Methylphenidate has been the subject of controversy in relation to its use in the treatment of ADHD. The prescription of psychostimulant medication to children to reduce ADHD symptoms has been a major point of criticism. The contention that methylphenidate acts as a gateway drug has been discredited by multiple sources, according to which abuse is statistically very low and “stimulant therapy in childhood does not increase the risk for subsequent drug and alcohol abuse disorders later in life”. A study found that ADHD medication was not associated with increased risk of cigarette use, and in fact stimulant treatments such as Ritalin seemed to lower this risk. People treated with stimulants such as methylphenidate during childhood were less likely to have substance use disorders in adulthood.

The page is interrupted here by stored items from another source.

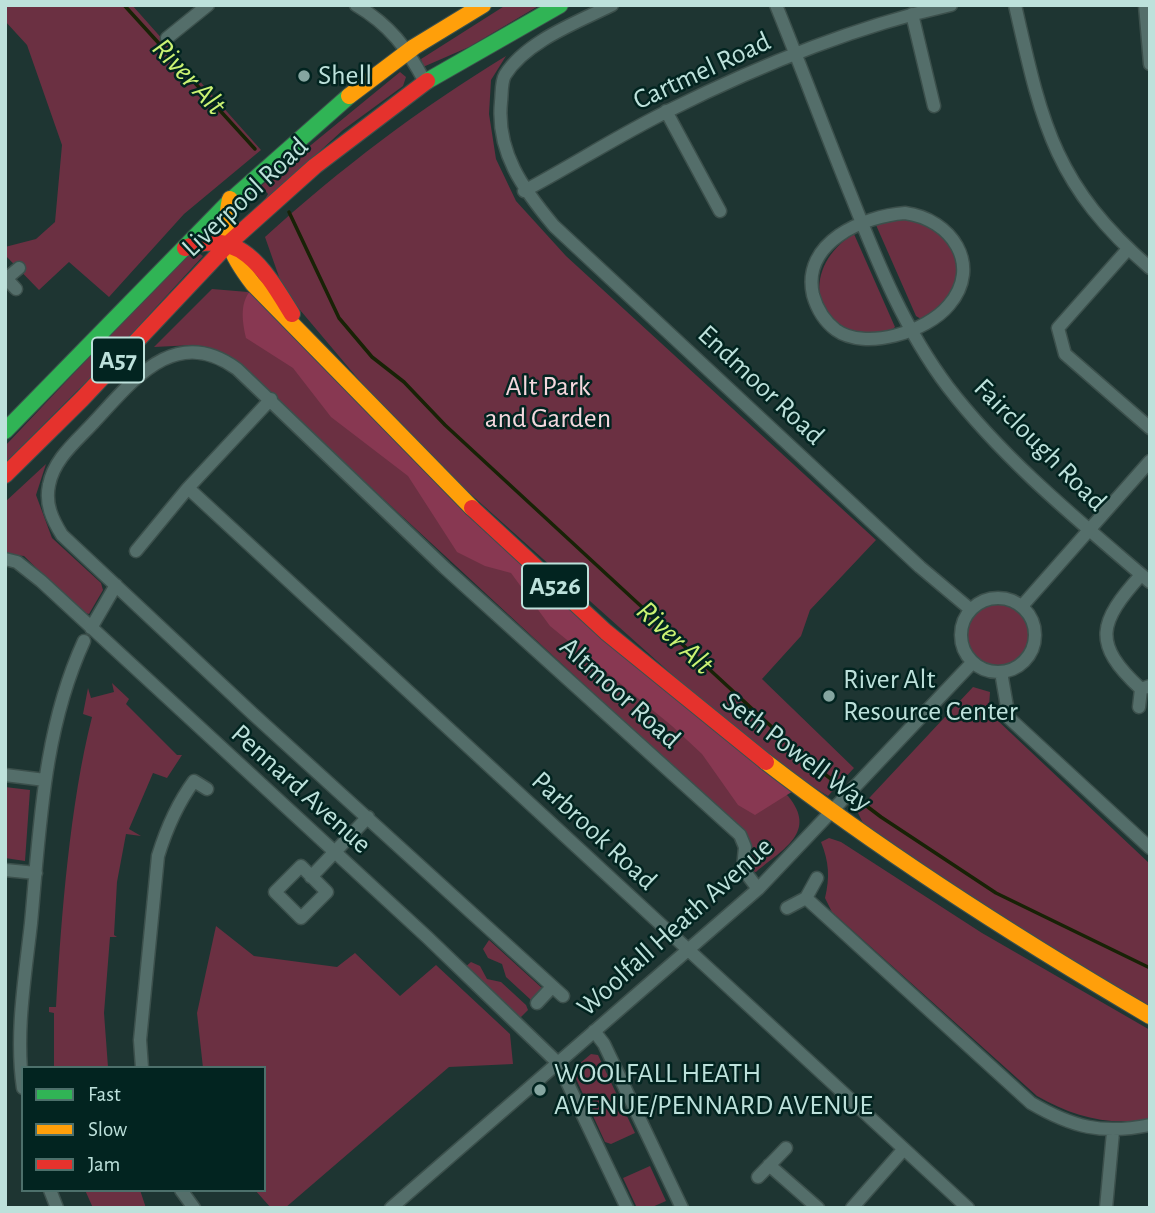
<!DOCTYPE html>
<style>
body{margin:0}
#map{position:relative;width:1155px;height:1213px;overflow:hidden;background:#1e3532;font-family:"Alegreya Sans",sans-serif}
canvas{display:block}
.frame{position:absolute;inset:0;border:7px solid #bde1db;pointer-events:none}
.legend{position:absolute;left:21px;top:1066px;width:245px;height:126px;box-sizing:border-box;background:#022420;border:2px solid #4d706b;margin:0;padding:9px 12px;list-style:none;font-size:21px;color:#bde1db}
.legend li{display:flex;align-items:center;gap:14px;height:35px}
.legend b{width:35px;border:2px solid #4d706b}
</style>
<div id="map">
<canvas width="1155" height="1213"></canvas>
<div class="frame"></div>
<ul class="legend">
<li><b style="height:9px;background:#30b455"></b>Fast</li>
<li><b style="height:9px;background:#ff9f0a"></b>Slow</li>
<li><b style="height:9px;background:#e5322d"></b>Jam</li>
</ul>
</div>
<script>
const c = document.querySelector('canvas').getContext('2d');
c.lineJoin = 'round';
function paint(path, color) {
  c.fillStyle = color;
  c.fill(path, 'evenodd');
}
function strokePath(path, color, width, dash) {
  c.strokeStyle = color;
  c.lineWidth = width;
  c.lineCap = dash ? 'butt' : 'round';
  c.setLineDash(dash || []);
  c.stroke(path);
}
function write(font, color, halo, rows, align = 'center') {
  c.font = font + ' "Alegreya Sans",sans-serif';
  c.lineWidth = 5;
  c.setLineDash([]);
  c.textBaseline = 'middle';
  c.strokeStyle = halo;
  c.fillStyle = color;
  for (const [text, x, y, turn = 0] of rows) {
    c.save();
    c.translate(x, y);
    c.rotate((+turn || 0) * Math.PI / 180);
    c.textAlign = isNaN(turn) ? turn : align;
    if (halo) c.strokeText(text, 0, 0);
    c.fillText(text, 0, 0);
    c.restore();
  }
}
paint(new Path2D(`
 M5,5H132L261,150L184,214L109,297L69,262L39,290L5,255V247L36,239L55,222L62,145L27,45L5,21Z
 M506,5H540L469,47L423,67L421,59Z
 M506,56L491,80L489,114L496,159L516,201L566,256L876,540L810,610L801,636L762,679L854,768L828,796L763,756L408,438L284,291L265,237C341,168 419,109 506,56Z
 M400,72L406,77L403,86L343,130L262,204L268,194L261,186Z
 M897,219C961,220 980,290 921,319L916,316L876,225Z
 M854,234L895,327C890,332 884,333 876,333C809,336 801,265 854,234Z
 M195,251L203,256L103,365L5,463V446L181,260Z
 M212,289L248,292L397,455L651,683L788,796C818,832 783,849 756,872L750,871V841L733,822L259,384L230,359L194,345L154,347Z
 M46,464L36,495L52,538L101,583L103,590L89,614L81,612L24,556L5,554V502Z
 M967 634a31 31 0 1 1 62 0a31 31 0 1 1-62 0Z
 M112,683L129,699L126,704L177,755H182L167,778L153,773L129,829L141,836L126,834L117,882L114,935L117,937H110L104,1013L108,1067L54,1068V1013L49,1012V1007H56C61,918 70,803 92,717L83,714L88,688L91,698L114,692Z
 M973,687L990,692L989,706L996,719L1150,864V1009L1099,982L866,829L857,811Z
 M5,787L30,790L25,861L5,858Z
 M829,838L841,842L982,933L1150,1030V1119C1108,1126 1074,1117 1037,1096L832,912L825,898C830,877 829,862 821,842Z
 M216,926L254,956L337,967L355,953L400,996L436,965L510,1034L513,1064L449,1067L285,1208H271L255,1190H264V1068H203L197,1013Z
 M489,940L543,989L537,1001L531,1000L506,977L502,964L488,958L483,949Z
 M471,962L480,966L487,979L501,982L526,1005L528,1010L520,1018L463,969Z
 M591,1054L598,1055L635,1133L611,1144L605,1142L572,1070Z
 M650,1166L666,1201L650,1208H637L623,1178Z
 M85,1190H140L146,1208H93Z`), '#6b3042');
paint(new Path2D(`
 M254,287L497,532L798,788L755,815L738,805L702,754L672,726L550,626L511,573L485,566L457,552L408,476L331,417L293,368L246,338C242,320 239,300 254,287Z`), '#883852');
strokePath(new Path2D(`
 M124,5L255,149
 M289,212L339,318L372,357L404,382L445,425L814,766L881,817L996,893L1150,968`), '#182206', 3.5);
const street = new Path2D(`
 M356,5C390,25 407,48 425,82
 M612,5C578,22 526,41 505,75C501,82 502,94 501,102C496,152 523,189 554,226L920,567L970,609
 M776,5C802,69 826,134 852,198C878,264 905,330 948,387C1005,461 1079,521 1150,582
 M1015,5C1042,124 1054,185 1150,268
 M1145,5L1150,64
 M912,14L934,106
 M167,38L208,5
 M666,111L720,211
 M524,191C573,165 619,135 668,111C758,66 853,27 951,5
 M905,213C951,219 983,265 949,305C927,332 865,351 836,330C824,321 817,309 813,295C801,242 864,216 905,213Z
 M1128,249L1058,328L1065,354L1150,428
 M5,277L16,289
 M7,278L19,268
 M188,488L968,1208
 M136,551L188,488L271,399
 M5,559L17,562L41,581L427,937L559,1064
 M961 635a37 37 0 1 1 74 0a37 37 0 1 1-74 0Z
 M1022,606L1150,461
 M91,628L116,585
 M1001,672L1009,718L1150,848
 M1141,689C1091,643 1099,622 1141,575
 M1139,707L1141,689L1150,686
 M5,775L45,780
 M301,866L327,892L301,918L275,892Z
 M5,870L36,873
 M311,877L368,817
 M806,898L1031,1103C1072,1127 1102,1135 1150,1125
 M787,908L806,898L817,878
 M563,996L253,714L62,535C52,519 45,504 49,485C54,458 78,440 95,421C134,379 176,324 237,369L445,568L740,835L745,847L743,869L758,889
 M537,1003L552,987
 M594,1031L604,1044L682,1208
 M142,1068L140,1040L158,856C166,830 177,804 194,781L207,789
 M567,1082L627,1208
 M23,1088C15,1034 25,977 31,923C40,827 43,730 84,641
 M769,1165L818,1208
 M758,1177L786,1148
 M50,1190L57,1208
 M181,1190L194,1208
 M391,1208L758,889L972,663
 M852,1208L903,1150
 M1106,1208L1113,1132`);
const fast = new Path2D(`
 M427,81L560,5
 M5,431L230,201L349,96`);
const slow = new Path2D(`
 M349,96L414,47L483,5
 M230,199C222,237 230,254 253,284L472,508
 M766,762C888,856 1017,938 1150,1016`);
const jam = new Path2D(`
 M185,248C241,226 266,272 292,314
 M5,475L82,399L229,243L315,166L427,81
 M472,508L606,632L766,762`);
strokePath(street, '#3c504c', 15);
strokePath(fast, '#3c504c', 18);
strokePath(slow, '#3c504c', 18);
strokePath(jam, '#3c504c', 18);
strokePath(street, '#546e6a', 12);
strokePath(fast, '#30b455', 16);
strokePath(slow, '#ff9f0a', 16);
strokePath(jam, '#e5322d', 16);
for (const [x, y, r, color] of [
 [304,76,7,"#85a5a0"],
 [829,696,7,"#85a5a0"],
 [540,1090,7,"#85a5a0"]
]) {
  const dot = new Path2D();
  dot.arc(x, y, r, 0, 2 * Math.PI);
  c.fillStyle = color;
  c.fill(dot);
  strokePath(dot, '#022420', 2.5);
}
for (const [x, y, w] of [
 [118,360,52],
 [555,586,66]
]) {
  const box = new Path2D();
  box.roundRect(x - w / 2, y - 22.5, w, 45, 5);
  c.fillStyle = '#022420';
  c.fill(box);
  strokePath(box, '#bde1db', 2);
}
write('bold 26px', '#bde1db', null, [
 ["A57",118,360],
 ["A526",555,586]
]);
write('28px', '#bde1db', '#022420', [
 ["Cartmel Road",702,71,-25],
 ["Liverpool Road",245,197,-43],
 ["Endmoor Road",761,385,43],
 ["Fairclough Road",1040,445,45],
 ["Altmoor Road",620,693,42],
 ["Seth Powell Way",797,752,37],
 ["Pennard Avenue",301,789,42],
 ["Parbrook Road",594,831,43],
 ["Woolfall Heath Avenue",675,927,-42]
]);
write('28px', '#bde1db', '#022420', [
 ["Shell",318,76],
 ["River Alt",843,680],
 ["Resource Center",843,712],
 ["WOOLFALL HEATH",554,1074],
 ["AVENUE/PENNARD AVENUE",554,1106]
], 'left');
write('28px', '#f4d7dd', '#022420', [
 ["Alt Park",548,387],
 ["and Garden",548,419]
]);
write('italic 30px', '#cbf373', '#022420', [
 ["River Alt",189,77,47],
 ["River Alt",675,638,43]
]);
</script>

Among countries with the highest rates of use of methylphenidate medication is Iceland, where research shows that the drug was the most commonly used substance among people who inject drugs. The study involved 108 people who inject drugs and 88% of them had injected methylphenidate within the last 30 days and for 63% of them, methylphenidate was the most preferred substance.

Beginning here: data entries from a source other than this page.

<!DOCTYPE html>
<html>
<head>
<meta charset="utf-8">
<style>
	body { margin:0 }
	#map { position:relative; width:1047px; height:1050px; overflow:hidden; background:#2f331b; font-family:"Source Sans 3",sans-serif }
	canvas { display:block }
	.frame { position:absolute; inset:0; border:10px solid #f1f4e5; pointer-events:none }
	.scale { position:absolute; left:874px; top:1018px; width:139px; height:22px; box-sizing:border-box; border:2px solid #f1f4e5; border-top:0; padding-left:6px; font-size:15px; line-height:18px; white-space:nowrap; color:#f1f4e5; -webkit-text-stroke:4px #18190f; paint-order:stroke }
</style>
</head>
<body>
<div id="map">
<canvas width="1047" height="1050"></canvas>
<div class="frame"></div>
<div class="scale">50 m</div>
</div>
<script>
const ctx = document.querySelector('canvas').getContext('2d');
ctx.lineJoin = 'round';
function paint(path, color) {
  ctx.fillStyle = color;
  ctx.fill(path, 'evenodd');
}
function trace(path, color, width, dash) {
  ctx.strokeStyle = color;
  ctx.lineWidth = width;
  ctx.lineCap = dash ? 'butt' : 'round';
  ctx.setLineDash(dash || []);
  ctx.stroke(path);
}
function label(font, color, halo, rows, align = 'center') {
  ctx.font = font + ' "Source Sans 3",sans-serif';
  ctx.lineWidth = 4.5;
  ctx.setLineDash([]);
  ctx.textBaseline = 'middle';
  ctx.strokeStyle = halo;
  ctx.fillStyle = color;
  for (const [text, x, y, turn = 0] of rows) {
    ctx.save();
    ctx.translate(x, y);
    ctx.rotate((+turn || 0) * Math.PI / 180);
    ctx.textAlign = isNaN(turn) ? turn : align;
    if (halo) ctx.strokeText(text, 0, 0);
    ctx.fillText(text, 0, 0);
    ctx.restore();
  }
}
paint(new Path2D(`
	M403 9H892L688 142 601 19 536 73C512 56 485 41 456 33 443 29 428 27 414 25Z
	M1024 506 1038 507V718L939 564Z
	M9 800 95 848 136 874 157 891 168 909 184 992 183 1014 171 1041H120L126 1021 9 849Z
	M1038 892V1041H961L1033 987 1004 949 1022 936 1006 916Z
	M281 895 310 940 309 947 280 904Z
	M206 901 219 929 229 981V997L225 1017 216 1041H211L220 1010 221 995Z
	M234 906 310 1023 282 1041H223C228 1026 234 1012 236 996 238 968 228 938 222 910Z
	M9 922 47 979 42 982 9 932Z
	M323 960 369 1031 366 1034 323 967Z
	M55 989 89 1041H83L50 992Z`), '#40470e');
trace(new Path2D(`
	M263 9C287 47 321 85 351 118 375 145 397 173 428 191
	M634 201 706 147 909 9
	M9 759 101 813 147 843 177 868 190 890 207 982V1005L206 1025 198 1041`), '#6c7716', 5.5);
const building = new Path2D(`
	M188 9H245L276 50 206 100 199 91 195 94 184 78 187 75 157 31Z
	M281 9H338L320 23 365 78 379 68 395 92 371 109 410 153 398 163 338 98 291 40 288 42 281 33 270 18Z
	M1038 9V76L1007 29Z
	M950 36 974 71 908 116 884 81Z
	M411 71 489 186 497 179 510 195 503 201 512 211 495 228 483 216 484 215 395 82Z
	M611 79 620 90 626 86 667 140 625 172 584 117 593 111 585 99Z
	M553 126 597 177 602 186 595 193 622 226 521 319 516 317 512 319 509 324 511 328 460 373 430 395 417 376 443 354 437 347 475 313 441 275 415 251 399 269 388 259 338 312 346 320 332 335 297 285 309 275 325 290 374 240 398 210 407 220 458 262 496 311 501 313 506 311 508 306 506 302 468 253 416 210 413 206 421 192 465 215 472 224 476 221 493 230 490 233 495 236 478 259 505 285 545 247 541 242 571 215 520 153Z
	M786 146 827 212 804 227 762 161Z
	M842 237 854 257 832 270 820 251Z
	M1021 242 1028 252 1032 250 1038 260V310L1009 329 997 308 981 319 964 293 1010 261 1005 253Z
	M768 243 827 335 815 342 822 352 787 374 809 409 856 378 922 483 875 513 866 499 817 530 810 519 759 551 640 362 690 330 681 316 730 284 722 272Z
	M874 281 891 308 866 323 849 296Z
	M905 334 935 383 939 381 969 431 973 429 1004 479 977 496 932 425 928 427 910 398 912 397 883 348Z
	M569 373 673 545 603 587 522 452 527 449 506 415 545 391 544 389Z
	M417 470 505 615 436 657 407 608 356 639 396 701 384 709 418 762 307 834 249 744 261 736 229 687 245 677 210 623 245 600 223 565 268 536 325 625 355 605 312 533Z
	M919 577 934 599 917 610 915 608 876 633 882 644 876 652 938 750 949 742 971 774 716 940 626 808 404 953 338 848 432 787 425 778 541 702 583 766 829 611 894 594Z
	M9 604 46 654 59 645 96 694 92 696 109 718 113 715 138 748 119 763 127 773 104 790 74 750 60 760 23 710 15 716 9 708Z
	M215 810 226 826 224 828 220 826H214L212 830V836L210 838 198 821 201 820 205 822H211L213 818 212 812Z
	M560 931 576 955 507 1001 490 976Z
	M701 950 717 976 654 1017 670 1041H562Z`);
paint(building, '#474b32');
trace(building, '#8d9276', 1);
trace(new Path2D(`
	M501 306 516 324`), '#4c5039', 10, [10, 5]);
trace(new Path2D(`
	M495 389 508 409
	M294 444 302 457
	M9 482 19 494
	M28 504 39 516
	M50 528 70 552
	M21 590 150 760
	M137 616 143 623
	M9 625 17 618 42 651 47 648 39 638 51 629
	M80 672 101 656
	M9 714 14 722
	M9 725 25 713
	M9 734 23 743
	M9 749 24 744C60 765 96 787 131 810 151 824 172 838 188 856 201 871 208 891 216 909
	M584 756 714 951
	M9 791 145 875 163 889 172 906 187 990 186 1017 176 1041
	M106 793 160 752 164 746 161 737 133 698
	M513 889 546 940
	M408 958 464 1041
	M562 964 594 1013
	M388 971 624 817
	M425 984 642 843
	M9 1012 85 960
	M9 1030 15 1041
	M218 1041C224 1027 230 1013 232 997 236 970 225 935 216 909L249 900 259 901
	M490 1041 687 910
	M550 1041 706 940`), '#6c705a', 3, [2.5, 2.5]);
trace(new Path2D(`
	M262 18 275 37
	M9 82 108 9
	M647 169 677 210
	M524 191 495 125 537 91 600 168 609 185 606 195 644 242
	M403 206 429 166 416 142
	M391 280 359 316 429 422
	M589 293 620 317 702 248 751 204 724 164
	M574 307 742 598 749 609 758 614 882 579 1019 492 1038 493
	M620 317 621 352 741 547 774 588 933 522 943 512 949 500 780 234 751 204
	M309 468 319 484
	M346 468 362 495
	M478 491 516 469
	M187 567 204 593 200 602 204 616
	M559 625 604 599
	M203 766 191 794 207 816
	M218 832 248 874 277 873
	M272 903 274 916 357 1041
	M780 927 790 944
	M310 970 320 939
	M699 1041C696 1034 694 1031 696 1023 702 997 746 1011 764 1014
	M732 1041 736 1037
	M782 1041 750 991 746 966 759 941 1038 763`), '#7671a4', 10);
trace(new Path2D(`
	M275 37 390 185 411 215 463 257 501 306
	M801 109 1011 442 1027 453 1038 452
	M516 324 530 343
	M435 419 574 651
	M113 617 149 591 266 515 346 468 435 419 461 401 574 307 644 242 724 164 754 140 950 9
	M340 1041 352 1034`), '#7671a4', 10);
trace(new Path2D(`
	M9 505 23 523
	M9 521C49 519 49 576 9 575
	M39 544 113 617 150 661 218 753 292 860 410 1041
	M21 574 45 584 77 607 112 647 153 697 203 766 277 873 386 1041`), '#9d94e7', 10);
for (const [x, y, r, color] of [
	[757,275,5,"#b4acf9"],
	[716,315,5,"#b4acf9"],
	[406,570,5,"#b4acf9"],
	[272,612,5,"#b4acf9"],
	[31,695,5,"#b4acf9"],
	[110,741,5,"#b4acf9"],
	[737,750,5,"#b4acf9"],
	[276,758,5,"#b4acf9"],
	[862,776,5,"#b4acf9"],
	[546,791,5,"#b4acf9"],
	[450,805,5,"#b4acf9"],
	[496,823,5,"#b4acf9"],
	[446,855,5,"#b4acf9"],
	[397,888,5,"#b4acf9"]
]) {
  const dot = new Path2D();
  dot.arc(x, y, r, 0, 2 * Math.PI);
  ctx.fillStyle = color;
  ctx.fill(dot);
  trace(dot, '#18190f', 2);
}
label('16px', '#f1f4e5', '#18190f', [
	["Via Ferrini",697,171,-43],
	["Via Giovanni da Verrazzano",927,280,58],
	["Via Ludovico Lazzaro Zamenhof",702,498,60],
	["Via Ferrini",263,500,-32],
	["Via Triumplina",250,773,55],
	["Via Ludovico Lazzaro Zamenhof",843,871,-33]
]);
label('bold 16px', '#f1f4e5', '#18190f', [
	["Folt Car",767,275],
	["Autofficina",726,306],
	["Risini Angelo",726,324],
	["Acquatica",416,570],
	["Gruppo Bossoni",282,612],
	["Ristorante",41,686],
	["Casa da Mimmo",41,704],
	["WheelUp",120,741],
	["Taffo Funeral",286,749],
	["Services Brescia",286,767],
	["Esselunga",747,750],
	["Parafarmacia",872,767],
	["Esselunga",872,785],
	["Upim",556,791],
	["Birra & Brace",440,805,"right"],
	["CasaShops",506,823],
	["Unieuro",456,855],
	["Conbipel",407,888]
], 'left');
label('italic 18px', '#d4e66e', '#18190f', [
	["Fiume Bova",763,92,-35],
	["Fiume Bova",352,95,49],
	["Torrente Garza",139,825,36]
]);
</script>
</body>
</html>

Treatment of ADHD by way of methylphenidate has led to legal actions, including malpractice suits regarding informed consent, inadequate information on side effects, misdiagnosis, and coercive use of medications by school systems.

Research

Methylphenidate may be effective as a treatment for apathy in Alzheimer’s disease.

Replacement Therapy

Methylphenidate has shown some benefits as a replacement therapy for individuals who are addicted to and dependent upon methamphetamine. Methylphenidate and amphetamine have been investigated as a chemical replacement for the treatment of cocaine addiction. Its effectiveness in treatment of cocaine, psychostimulant addiction or psychological dependence has not been proven.